Today, Jesus turns from parable to prophecy. How have the parables prepared us for this prophecy?
By Gayle Somers
Gospel (Read Mt 25:31-46)
On this Feast of Christ the King, the last Sunday of the liturgical calendar, the Church gives us a Gospel reading that looks back and looks ahead (something we often routinely do at the end of our calendar year). Our readings lately in St. Matthew have taught us that Jesus, like the bridegroom and the master in the parables of the virgins and the talents, will return. We have understood from both of them that His return will precipitate an accounting (Have we been wise? Have we been faithful stewards of His graces?) Today, Jesus describes this future event, no longer using stories to make His point. Yet the lessons from those parables, instructing us to be rich in the good works that come from our faith in Him, pervade His description of it. What in it seems familiar?

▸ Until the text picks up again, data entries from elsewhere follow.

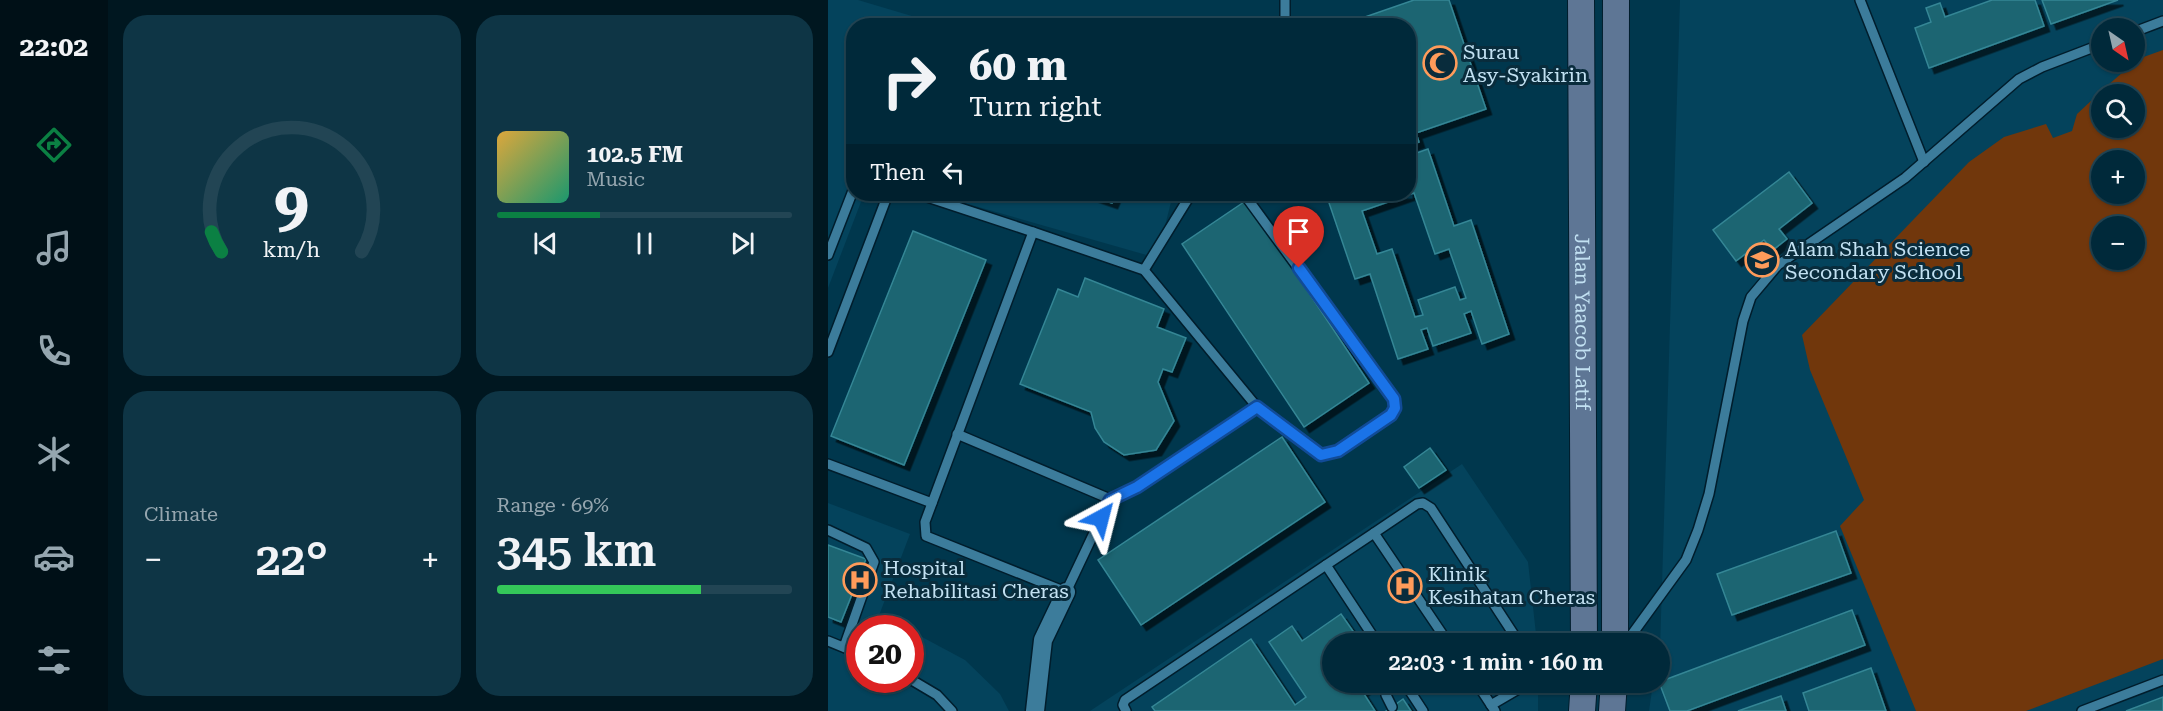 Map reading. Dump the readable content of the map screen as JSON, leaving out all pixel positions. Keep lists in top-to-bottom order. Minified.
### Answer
{"streets":{"main road":["Jalan Yaacob Latif"]},"places":{"mosque":["Surau Asy-Syakirin"],"school or university":["Alam Shah Science Secondary School"],"hospital":["Hospital Rehabilitasi Cheras","Klinik Kesihatan Cheras"]},"north":"bottom right","page":{"tabs":"22:02","map_buttons":["+","−"],"turn":["60 m","Turn right"],"song":["102.5 FM","Music"],"then":"Then","tile":["Climate",["Range · 69%","345 km"]],"heat":["−","22°","+"],"limit":"20","trip":"22:03 · 1 min · 160 m","gauge":["9","km/h"]}} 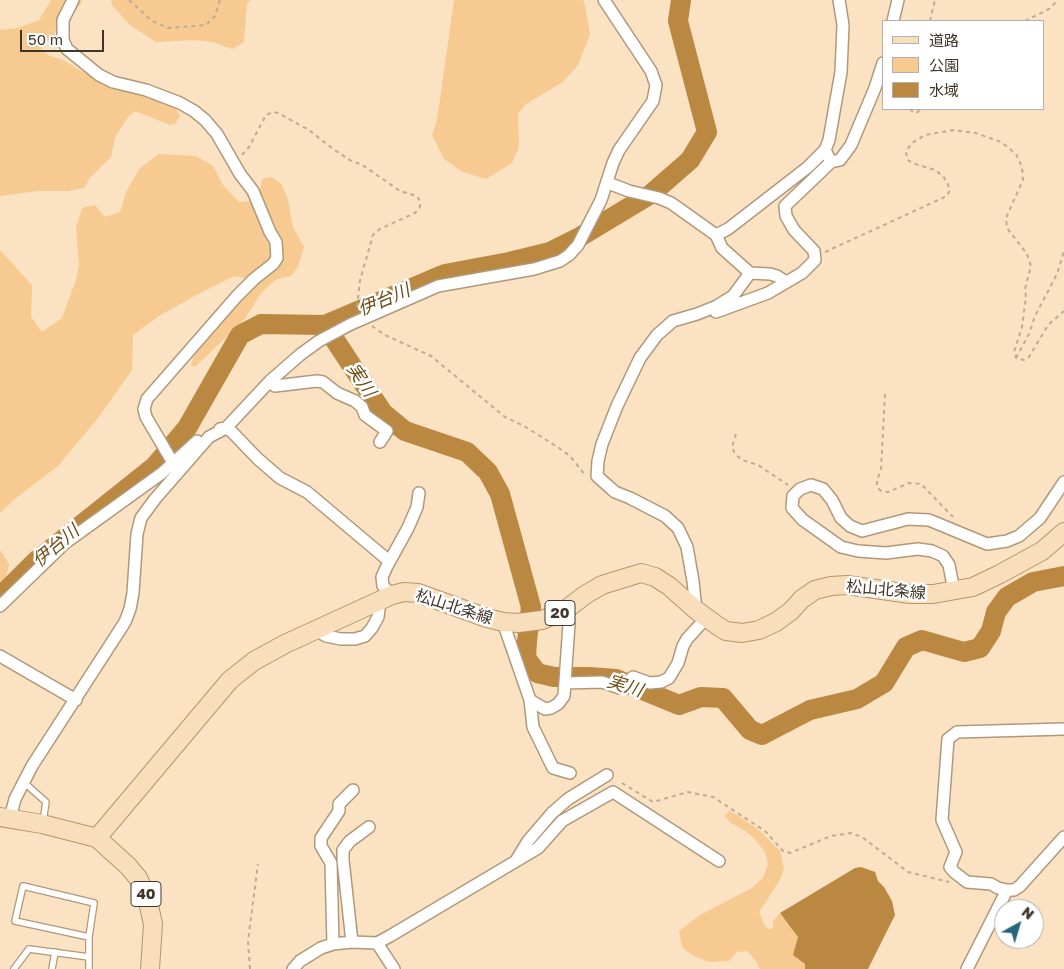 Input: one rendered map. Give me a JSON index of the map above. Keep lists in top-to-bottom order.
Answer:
{
  "streets": {
    "main road": ["松山北条線", "20", "40"]
  },
  "crossings": [
    ["松山北条線", "40"]
  ],
  "water": ["伊台川", "実川"],
  "legend": ["道路", "公園", "水域"],
  "scale_bar": "50 m",
  "north": "top right"
} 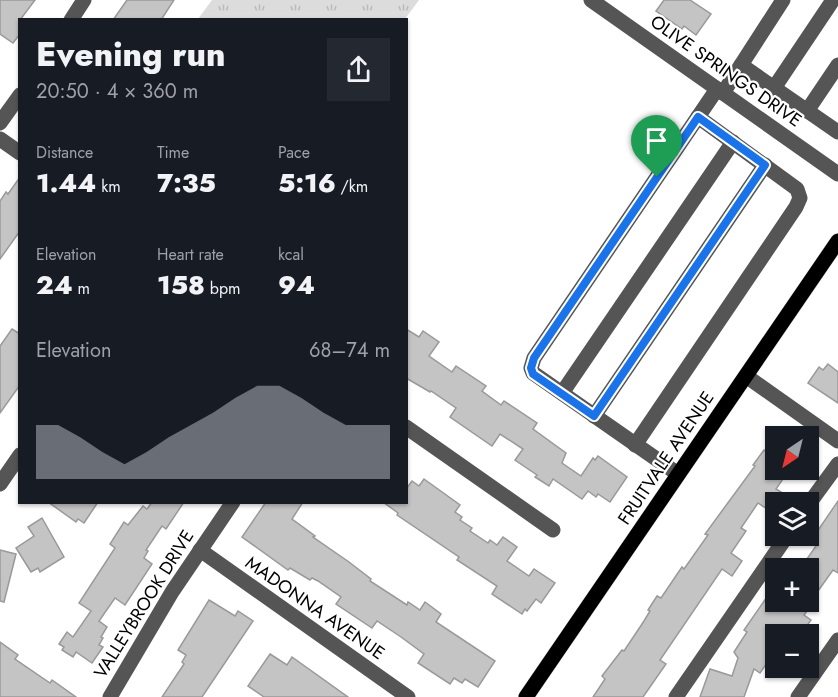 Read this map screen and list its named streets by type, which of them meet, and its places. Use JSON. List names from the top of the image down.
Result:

First, we notice that in both the parables of the virgins and talents, there was an invitation given. At the wedding feast, after a long delay, a cry went up, “Behold, the bridegroom. Come out to meet him!” (Mt 25:6). In the parable of the talents, also after a long delay, the faithful servants heard from their master, “Come, share your master’s joy!” (Mt 25:21) Today, as Jesus describes His return as the Son of Man who sits on a throne (yes, after a long delay), with “all the nations…assembled before Him,” the righteous will hear, “Come, you who are blessed by My Father. Inherit the kingdom prepared for you from the foundation of the world.” The parables prepared us for this final invitation the Lord will extend to the righteous in “all nations.” Why do they receive the invitation? It is because throughout their lives, in response to their faith in Jesus, they took seriously His teaching about love of neighbor. They understand that true love of God must express itself in true love of neighbor. Any love of God that neglects neighbor is the kind Jesus constantly warned us about in the Gospels, in His many run-ins with the Pharisees. It is empty and hypocritical.

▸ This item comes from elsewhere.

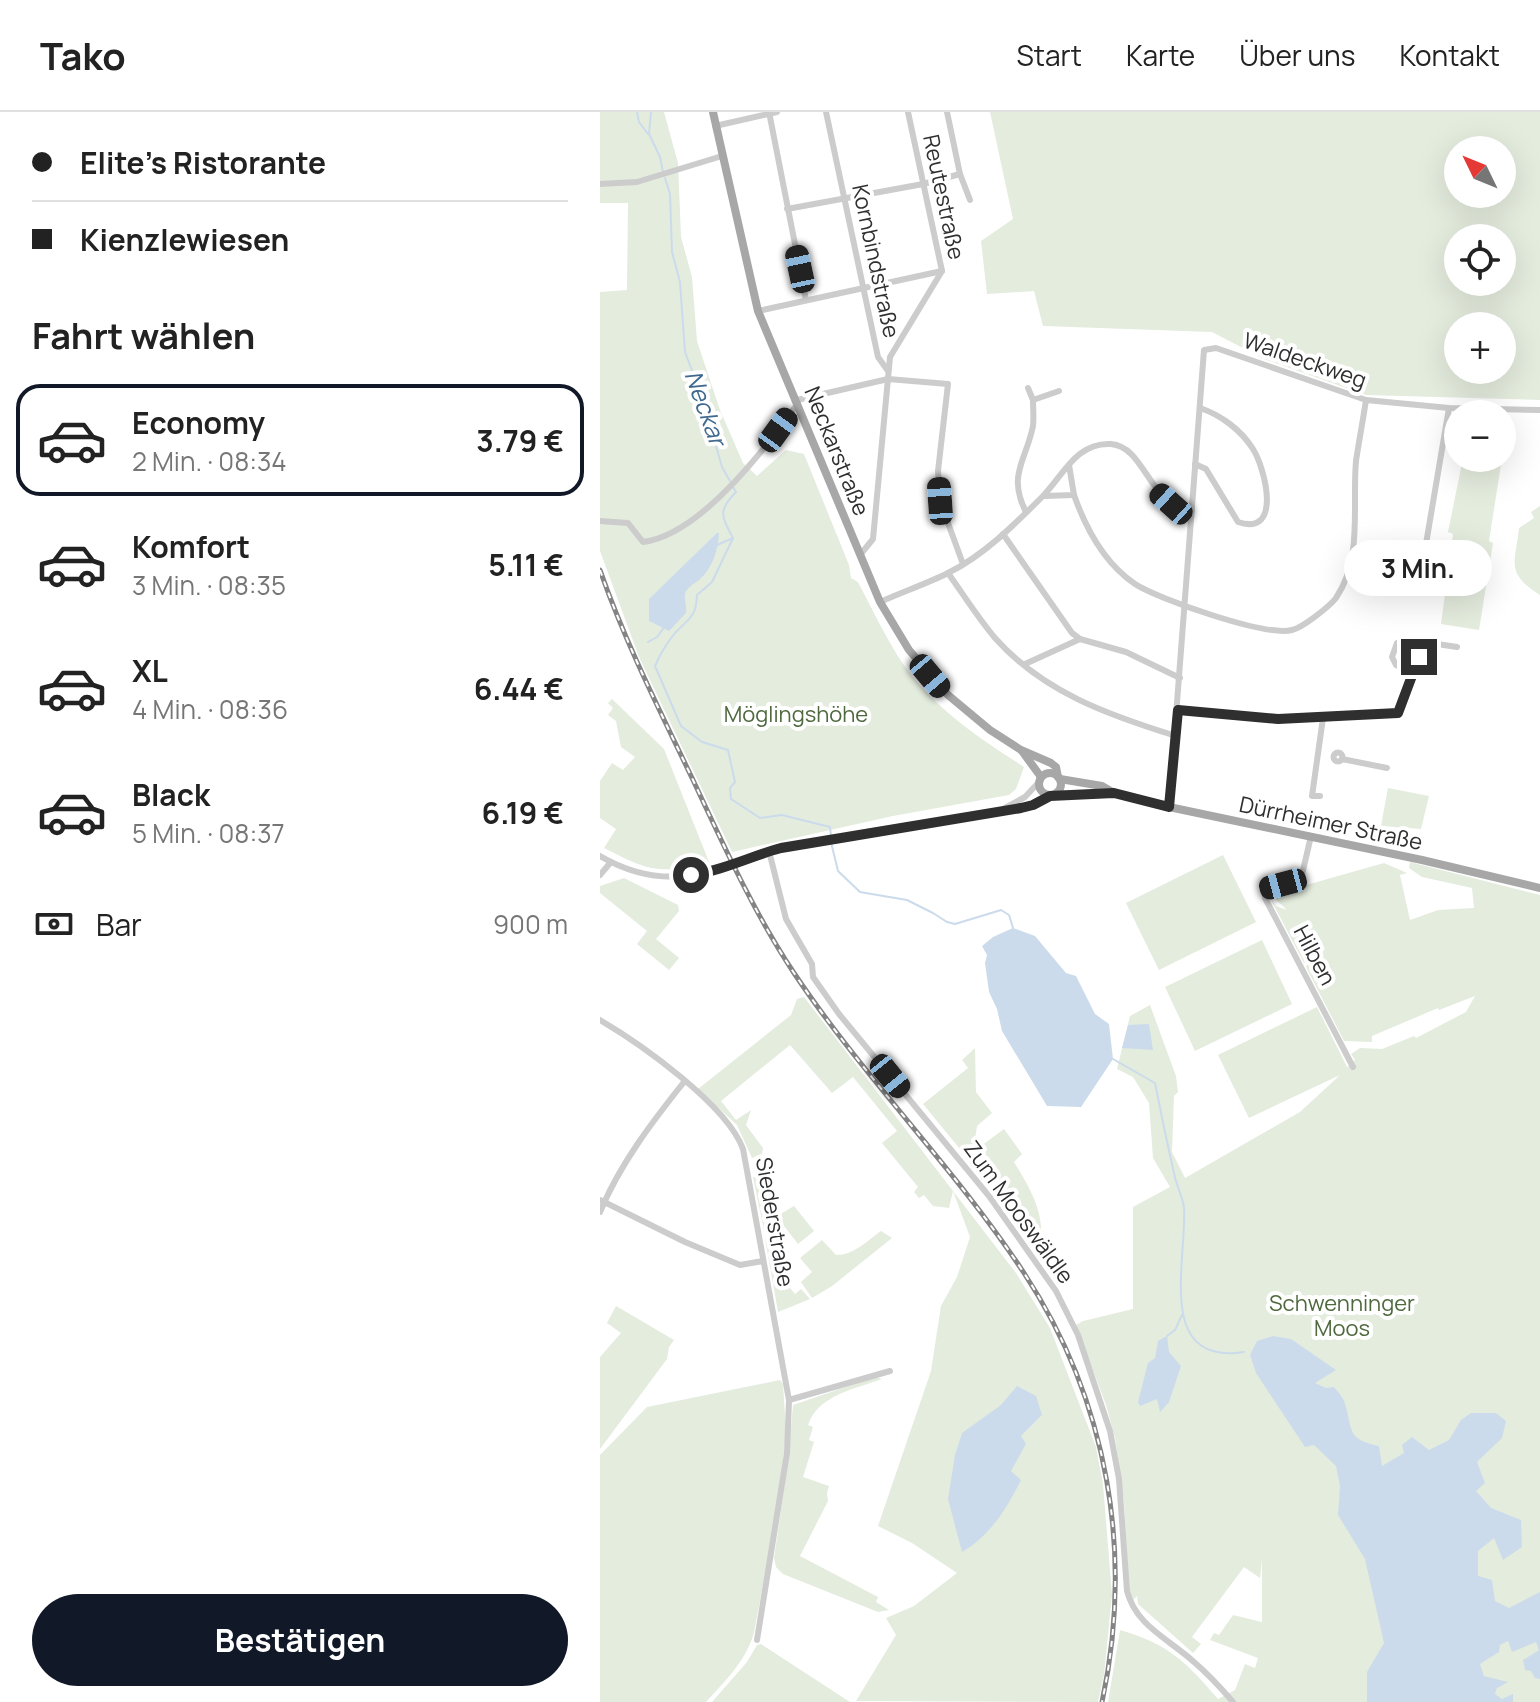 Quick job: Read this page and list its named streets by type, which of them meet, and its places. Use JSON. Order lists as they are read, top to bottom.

Next, notice that both the righteous and the accursed have trouble remembering actually seeing Jesus. They seem to have no sense of having cared for or neglected Him. They simply lived their lives according to their allegiances. The righteous cared about following Jesus and so heeded His words. Jesus counts their actions as having been done for Him, too, so closely does He identify Himself with people for whom He died. The “accursed” neglected or ignored others. Their allegiance was to themselves. They are shocked that in their self-absorption, they were blind to Jesus. In the end, they go to the place of utter, relentless self-absorption, an “eternal punishment.”
What a timely reading this is for us as we end one liturgical year and begin another. We are reminded of the inevitability of Christ’s return and our day of reckoning. We have our imaginations full of the many stories and teachings Jesus has given us in this past year to live our faith in Him, to be doers of the Word, not just hearers. No matter what we find in ourselves as we review our readiness to see Jesus, now is the time to check our allegiance. With Whom do we want to spend eternity? A babe and His mother will soon invite us to the side of a manger. May we be ready to answer their call to, “Come!”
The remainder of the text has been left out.